The reaction of search engine developers was to bury the old fancy tricks in “advanced search” interfaces, or to make them invisible to users by building advanced functionality directly into the search engine. For example, Google makes a set of assumptions about what kind of results users want (through a relevance algorithm) and how they’d like those results presented (using a popularity algorithm). Google makes some good assumptions for web-wide searching, and that’s why it’s successful. However, most search systems, web-wide or local, don’t work as well.

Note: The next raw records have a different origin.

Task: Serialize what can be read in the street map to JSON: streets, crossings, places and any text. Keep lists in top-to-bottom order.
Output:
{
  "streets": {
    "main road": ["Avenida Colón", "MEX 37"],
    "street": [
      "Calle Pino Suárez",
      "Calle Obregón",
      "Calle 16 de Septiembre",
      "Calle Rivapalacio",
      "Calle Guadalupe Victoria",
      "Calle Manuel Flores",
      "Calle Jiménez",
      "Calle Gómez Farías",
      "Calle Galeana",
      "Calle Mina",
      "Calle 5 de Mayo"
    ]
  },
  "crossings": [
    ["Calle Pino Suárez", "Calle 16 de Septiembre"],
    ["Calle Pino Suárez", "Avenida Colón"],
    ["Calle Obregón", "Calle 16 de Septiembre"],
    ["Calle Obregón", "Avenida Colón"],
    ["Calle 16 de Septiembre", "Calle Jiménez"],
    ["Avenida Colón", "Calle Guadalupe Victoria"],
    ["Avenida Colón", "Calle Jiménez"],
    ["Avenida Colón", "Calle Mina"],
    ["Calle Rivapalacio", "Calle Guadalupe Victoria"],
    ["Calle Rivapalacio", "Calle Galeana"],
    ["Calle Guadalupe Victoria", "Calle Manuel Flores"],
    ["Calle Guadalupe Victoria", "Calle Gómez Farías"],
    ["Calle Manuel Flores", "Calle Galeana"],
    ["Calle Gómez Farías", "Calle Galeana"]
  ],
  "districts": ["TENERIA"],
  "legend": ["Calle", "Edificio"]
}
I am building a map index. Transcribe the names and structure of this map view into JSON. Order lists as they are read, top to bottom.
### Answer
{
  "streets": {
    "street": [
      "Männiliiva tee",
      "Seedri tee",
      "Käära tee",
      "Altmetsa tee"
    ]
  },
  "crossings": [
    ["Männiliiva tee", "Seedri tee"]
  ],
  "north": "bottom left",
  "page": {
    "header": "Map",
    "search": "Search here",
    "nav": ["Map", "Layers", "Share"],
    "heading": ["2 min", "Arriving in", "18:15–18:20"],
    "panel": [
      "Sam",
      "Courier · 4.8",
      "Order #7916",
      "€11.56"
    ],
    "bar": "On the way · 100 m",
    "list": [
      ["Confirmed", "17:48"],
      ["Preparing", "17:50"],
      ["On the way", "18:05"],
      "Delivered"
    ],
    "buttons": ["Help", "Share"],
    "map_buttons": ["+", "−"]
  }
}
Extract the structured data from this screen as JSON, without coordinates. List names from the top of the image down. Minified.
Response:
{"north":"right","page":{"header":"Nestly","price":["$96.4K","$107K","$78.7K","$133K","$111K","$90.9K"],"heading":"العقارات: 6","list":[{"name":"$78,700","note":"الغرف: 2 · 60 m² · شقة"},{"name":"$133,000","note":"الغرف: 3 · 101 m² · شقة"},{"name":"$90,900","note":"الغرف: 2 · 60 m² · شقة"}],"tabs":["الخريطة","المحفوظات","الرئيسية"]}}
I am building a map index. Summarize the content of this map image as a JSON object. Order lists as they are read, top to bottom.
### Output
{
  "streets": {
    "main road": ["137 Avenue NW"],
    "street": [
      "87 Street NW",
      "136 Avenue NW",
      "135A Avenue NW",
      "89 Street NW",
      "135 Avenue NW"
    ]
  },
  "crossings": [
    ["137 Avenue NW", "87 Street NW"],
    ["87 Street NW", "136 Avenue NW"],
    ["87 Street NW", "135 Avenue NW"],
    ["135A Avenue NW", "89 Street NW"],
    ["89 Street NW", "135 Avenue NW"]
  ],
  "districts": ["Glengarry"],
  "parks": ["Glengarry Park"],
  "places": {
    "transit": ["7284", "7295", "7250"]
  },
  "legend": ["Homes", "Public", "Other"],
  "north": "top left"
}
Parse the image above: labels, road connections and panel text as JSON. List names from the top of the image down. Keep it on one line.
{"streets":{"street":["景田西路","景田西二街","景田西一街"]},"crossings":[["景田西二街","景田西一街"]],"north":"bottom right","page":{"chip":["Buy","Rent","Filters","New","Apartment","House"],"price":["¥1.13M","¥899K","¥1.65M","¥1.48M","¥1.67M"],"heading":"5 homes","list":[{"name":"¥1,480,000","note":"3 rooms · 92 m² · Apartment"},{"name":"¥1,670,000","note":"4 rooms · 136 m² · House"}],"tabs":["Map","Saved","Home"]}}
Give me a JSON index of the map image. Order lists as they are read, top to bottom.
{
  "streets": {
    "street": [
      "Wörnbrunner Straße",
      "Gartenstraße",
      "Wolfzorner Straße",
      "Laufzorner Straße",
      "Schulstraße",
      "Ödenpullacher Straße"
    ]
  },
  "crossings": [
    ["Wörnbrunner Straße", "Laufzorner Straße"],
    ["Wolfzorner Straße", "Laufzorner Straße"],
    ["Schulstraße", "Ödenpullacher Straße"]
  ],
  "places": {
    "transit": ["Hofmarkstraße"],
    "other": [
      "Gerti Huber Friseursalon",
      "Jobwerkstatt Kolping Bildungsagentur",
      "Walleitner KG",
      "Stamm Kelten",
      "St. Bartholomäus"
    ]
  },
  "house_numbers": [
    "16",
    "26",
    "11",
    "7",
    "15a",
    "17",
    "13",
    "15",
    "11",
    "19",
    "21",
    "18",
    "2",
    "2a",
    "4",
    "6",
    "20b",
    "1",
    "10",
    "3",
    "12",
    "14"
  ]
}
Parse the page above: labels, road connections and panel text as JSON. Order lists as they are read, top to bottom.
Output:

For that reason, the pendulum may eventually swing back to supporting users who, out of frustration, have become more search-literate and are willing to spend more time learning a complex search interface and constructing a query. But for now, it’s fair to assume that, unless your site’s users are librarians, researchers, or specialized professionals (e.g., an attorney performing a patent search), they won’t invest much time or effort into crafting well-considered queries. That means the burden of searching falls chiefly on the search engine, its interfaces, and how content is tagged and indexed; therefore, it’s best to keep your search interface as simple as possible: present users with a simple search box and a “search” button.

The Box

Your site is likely to have the ubiquitous search box, as shown in Figure 8-29.

The ubiquitous search box (in this case, from ibm.com)
Figure 8-29. The ubiquitous search box (in this case, from ibm.com)

Simple and clear. Type in some keywords (“directions Somers”) or a natural language expression (“What are the directions to the Somers offices?”), hit the “search” button, and the whole site will be searched and results are displayed.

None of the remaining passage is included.